TASK INSTRUCTIONS
Below is a listing. Copy each line of it that holds the word "JSON".

INFORMATION SUPPLIED

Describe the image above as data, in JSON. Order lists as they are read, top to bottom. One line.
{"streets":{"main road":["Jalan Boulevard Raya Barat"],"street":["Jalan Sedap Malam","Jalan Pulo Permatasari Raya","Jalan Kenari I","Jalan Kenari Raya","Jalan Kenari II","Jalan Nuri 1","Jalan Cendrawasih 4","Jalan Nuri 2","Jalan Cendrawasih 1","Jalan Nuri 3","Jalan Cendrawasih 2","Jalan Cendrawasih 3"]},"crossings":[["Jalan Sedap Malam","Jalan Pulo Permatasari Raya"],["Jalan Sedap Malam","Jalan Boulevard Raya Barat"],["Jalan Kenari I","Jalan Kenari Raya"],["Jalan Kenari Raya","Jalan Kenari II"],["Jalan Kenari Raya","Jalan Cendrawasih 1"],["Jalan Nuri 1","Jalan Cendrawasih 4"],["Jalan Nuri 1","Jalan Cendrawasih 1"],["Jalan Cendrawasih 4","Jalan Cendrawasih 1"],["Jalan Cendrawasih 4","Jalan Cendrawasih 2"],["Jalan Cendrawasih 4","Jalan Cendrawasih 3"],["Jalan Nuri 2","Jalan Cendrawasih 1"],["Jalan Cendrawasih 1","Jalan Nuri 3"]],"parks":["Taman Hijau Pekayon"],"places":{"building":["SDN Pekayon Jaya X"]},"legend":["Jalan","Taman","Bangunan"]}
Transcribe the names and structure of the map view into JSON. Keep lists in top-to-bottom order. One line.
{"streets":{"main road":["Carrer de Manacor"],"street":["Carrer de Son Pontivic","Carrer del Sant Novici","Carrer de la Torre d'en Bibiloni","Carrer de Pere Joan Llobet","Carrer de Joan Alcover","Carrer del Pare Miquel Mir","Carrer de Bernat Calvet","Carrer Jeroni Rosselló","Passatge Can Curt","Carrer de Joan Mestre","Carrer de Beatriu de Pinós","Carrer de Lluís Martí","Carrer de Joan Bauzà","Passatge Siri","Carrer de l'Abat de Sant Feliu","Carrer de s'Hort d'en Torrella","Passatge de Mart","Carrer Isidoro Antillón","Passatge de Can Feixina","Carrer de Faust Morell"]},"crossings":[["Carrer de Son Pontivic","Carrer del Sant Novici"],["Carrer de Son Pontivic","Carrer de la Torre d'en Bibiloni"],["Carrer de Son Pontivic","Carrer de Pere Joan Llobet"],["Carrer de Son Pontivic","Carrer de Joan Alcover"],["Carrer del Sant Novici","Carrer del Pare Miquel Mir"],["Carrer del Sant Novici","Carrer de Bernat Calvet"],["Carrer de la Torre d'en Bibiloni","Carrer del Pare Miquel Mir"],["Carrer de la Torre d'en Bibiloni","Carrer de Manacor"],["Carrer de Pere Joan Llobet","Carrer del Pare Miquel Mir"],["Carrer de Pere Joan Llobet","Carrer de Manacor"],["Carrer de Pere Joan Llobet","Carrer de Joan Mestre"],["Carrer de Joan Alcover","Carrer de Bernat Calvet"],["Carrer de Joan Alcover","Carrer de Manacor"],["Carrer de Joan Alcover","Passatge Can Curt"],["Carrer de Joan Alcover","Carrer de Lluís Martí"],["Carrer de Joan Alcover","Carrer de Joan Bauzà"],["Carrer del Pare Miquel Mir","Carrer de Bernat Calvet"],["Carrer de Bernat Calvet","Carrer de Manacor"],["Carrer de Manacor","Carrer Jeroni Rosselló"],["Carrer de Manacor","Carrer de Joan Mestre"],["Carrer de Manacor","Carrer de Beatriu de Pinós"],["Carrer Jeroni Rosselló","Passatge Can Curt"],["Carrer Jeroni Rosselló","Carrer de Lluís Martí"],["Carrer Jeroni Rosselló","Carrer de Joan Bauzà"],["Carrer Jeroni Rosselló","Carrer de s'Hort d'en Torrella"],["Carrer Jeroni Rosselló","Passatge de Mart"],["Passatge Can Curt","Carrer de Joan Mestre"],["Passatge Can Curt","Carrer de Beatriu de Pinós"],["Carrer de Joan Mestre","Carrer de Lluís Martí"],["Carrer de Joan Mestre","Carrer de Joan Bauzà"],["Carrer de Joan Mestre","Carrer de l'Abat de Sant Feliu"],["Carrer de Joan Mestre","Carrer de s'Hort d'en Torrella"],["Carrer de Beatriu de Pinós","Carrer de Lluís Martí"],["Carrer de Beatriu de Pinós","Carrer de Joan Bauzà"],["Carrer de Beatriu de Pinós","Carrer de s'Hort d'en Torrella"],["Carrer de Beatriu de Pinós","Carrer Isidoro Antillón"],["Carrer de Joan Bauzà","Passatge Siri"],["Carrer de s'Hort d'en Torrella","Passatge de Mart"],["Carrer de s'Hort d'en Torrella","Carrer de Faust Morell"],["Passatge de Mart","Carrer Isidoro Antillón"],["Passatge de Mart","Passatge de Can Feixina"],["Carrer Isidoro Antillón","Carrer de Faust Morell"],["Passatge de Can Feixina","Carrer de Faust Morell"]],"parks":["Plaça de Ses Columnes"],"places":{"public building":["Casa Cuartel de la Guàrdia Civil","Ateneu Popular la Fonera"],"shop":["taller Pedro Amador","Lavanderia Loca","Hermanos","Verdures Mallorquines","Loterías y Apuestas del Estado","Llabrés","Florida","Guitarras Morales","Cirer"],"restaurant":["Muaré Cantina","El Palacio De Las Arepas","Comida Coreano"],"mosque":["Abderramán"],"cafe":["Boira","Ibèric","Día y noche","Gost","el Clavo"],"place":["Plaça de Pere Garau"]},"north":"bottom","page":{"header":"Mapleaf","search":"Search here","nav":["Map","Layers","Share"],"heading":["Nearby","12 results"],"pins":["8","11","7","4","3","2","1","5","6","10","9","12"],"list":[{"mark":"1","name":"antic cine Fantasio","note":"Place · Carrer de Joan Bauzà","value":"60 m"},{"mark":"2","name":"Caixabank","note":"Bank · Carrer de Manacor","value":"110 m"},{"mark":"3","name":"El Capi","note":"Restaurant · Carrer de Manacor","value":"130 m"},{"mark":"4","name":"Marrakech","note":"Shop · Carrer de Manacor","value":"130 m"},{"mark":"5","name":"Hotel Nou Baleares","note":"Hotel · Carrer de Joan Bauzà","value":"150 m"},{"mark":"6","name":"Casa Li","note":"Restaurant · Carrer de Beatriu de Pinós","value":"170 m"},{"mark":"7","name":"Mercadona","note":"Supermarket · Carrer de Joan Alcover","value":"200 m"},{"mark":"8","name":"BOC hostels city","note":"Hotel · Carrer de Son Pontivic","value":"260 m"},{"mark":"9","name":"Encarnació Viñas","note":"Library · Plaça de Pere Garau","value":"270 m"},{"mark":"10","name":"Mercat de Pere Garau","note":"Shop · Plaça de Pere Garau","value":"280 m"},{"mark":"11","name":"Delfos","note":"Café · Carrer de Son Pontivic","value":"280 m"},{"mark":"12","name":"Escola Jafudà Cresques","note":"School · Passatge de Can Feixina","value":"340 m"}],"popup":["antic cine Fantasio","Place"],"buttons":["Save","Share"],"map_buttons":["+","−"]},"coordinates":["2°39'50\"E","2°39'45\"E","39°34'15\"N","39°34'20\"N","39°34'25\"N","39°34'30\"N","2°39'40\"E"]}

SOLUTION TO THE PROBLEM
Describe the image above as data, in JSON. Order lists as they are read, top to bottom. One line.
Transcribe the names and structure of the map view into JSON. Keep lists in top-to-bottom order. One line.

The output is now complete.